Task to complete
From the entries that follow, copy exactly the lines beginning at the line holding "y1</box>. Start at the top of the image." and continuing through the line holding "Localize all labels, markers".

Input material
*** Begin section ***
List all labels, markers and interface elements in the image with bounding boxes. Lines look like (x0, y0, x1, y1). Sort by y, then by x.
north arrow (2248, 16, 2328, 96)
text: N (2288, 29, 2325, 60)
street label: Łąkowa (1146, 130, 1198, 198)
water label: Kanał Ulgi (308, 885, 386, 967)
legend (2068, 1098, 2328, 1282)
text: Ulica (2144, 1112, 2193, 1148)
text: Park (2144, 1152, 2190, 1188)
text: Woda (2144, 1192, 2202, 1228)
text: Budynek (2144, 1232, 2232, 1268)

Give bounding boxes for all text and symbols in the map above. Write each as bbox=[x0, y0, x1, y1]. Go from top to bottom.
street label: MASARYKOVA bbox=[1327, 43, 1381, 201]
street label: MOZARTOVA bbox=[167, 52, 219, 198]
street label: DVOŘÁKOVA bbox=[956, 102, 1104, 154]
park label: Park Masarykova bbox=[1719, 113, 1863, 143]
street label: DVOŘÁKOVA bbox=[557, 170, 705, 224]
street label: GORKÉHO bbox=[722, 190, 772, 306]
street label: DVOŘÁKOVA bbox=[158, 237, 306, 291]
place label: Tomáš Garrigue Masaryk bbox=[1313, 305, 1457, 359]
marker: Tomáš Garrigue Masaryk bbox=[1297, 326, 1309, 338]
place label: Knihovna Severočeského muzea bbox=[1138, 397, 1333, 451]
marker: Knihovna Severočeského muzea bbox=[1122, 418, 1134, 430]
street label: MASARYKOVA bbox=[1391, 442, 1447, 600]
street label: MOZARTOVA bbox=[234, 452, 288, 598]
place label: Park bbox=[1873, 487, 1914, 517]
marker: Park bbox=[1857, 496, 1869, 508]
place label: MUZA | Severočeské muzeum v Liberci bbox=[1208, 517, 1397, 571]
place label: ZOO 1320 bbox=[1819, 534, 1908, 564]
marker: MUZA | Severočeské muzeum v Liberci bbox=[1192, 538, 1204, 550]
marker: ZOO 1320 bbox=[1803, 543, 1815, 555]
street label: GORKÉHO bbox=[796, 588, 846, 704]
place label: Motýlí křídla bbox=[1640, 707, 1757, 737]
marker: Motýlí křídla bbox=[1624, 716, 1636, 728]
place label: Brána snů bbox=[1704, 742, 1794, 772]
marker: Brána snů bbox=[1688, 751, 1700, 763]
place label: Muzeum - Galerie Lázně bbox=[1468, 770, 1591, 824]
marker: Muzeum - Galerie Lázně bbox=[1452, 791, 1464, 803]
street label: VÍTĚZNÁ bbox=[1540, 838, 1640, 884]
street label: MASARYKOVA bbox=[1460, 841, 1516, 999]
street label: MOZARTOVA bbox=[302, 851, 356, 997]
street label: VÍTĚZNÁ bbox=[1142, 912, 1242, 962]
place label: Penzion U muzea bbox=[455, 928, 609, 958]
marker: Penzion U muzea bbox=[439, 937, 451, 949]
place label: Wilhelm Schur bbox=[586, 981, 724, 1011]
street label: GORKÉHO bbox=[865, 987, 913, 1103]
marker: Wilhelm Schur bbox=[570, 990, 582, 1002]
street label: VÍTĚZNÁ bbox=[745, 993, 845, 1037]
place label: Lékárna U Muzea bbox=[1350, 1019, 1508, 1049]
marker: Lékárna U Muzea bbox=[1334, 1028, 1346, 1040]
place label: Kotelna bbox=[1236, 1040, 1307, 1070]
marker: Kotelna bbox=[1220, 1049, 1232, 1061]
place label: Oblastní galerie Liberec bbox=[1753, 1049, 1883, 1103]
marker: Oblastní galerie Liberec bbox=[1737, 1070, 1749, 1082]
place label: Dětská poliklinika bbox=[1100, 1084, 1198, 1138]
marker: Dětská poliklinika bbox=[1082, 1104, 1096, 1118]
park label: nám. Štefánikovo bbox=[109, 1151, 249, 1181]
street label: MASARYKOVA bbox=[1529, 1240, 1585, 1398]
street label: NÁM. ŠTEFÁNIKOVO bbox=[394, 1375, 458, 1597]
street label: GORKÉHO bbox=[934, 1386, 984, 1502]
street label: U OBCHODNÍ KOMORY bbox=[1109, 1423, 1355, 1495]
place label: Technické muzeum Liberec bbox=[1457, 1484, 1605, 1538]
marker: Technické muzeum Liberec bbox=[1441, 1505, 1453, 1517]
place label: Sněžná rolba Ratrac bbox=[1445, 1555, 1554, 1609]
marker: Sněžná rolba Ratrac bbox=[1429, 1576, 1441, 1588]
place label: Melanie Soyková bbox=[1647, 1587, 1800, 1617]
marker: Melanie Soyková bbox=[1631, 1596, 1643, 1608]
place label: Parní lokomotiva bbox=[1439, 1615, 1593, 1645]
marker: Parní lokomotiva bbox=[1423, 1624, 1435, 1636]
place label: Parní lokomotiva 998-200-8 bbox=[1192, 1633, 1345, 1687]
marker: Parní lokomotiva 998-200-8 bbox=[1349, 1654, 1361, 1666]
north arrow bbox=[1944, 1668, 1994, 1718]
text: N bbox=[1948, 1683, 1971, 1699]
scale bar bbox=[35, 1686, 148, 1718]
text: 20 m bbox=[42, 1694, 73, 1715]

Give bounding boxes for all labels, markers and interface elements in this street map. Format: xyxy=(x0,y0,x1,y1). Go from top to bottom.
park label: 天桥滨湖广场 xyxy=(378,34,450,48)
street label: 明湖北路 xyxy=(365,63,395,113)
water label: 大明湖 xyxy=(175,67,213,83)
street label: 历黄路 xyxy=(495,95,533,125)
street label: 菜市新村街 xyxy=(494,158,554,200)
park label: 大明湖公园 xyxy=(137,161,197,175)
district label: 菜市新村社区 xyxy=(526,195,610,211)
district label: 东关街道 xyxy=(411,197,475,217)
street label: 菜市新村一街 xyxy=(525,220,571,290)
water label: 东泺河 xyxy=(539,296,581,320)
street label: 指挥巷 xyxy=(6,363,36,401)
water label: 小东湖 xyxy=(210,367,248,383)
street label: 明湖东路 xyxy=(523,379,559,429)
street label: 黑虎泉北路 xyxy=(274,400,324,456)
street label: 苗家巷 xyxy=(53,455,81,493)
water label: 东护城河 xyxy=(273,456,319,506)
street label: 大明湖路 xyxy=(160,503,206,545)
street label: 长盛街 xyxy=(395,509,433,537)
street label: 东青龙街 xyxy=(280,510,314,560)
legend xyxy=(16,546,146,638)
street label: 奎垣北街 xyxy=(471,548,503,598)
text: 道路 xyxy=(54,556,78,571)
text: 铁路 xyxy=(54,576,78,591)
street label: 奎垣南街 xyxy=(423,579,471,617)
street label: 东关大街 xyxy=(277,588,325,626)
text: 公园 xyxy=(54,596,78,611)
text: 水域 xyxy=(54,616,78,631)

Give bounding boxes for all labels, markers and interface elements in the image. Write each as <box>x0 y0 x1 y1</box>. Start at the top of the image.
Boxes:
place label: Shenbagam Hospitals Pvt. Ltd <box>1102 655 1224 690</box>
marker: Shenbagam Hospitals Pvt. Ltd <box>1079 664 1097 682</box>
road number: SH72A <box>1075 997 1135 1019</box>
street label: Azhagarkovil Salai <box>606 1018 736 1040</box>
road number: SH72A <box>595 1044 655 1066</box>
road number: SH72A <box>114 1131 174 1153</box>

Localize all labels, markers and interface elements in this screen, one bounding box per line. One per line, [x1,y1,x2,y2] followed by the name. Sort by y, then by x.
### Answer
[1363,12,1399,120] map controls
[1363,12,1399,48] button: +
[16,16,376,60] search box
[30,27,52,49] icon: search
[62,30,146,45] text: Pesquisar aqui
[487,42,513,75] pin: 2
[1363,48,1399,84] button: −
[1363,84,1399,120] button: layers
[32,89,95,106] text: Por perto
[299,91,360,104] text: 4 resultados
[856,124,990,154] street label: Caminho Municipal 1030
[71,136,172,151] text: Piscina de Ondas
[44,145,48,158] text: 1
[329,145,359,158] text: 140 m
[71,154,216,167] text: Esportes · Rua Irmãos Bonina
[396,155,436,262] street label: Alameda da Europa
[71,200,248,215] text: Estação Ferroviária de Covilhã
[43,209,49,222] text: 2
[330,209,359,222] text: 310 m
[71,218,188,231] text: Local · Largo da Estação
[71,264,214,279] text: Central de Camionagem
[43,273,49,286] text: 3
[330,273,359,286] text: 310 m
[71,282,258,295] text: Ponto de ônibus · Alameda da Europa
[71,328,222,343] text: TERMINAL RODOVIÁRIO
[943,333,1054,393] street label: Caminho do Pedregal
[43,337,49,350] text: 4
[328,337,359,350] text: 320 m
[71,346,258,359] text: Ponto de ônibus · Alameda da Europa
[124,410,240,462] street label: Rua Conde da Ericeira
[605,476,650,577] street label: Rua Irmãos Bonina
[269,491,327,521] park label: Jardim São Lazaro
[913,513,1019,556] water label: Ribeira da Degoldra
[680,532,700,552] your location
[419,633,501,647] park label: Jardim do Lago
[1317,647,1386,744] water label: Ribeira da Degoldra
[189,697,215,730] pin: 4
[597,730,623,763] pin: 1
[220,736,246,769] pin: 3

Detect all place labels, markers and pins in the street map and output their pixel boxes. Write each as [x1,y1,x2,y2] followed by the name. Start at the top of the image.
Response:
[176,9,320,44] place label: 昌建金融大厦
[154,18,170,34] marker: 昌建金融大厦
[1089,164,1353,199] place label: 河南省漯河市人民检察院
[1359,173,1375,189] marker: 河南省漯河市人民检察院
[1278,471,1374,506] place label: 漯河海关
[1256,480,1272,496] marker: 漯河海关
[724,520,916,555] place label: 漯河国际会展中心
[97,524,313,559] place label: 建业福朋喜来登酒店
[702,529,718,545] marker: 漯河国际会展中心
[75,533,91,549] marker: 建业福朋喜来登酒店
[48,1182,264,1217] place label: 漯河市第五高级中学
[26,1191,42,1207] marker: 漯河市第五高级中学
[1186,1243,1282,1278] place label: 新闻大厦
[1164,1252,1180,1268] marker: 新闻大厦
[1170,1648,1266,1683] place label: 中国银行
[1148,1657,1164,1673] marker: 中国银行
*** End section ***
Written solution
Give bounding boxes for all labels, markers and interface elements in the image. Write each as <box>x0 y0 x1 y1</box>. Start at the top of the image.
Boxes:
place label: Shenbagam Hospitals Pvt. Ltd <box>1102 655 1224 690</box>
marker: Shenbagam Hospitals Pvt. Ltd <box>1079 664 1097 682</box>
road number: SH72A <box>1075 997 1135 1019</box>
street label: Azhagarkovil Salai <box>606 1018 736 1040</box>
road number: SH72A <box>595 1044 655 1066</box>
road number: SH72A <box>114 1131 174 1153</box>

Localize all labels, markers and interface elements in this screen, one bounding box per line. One per line, [x1,y1,x2,y2] followed by the name. Sort by y, then by x.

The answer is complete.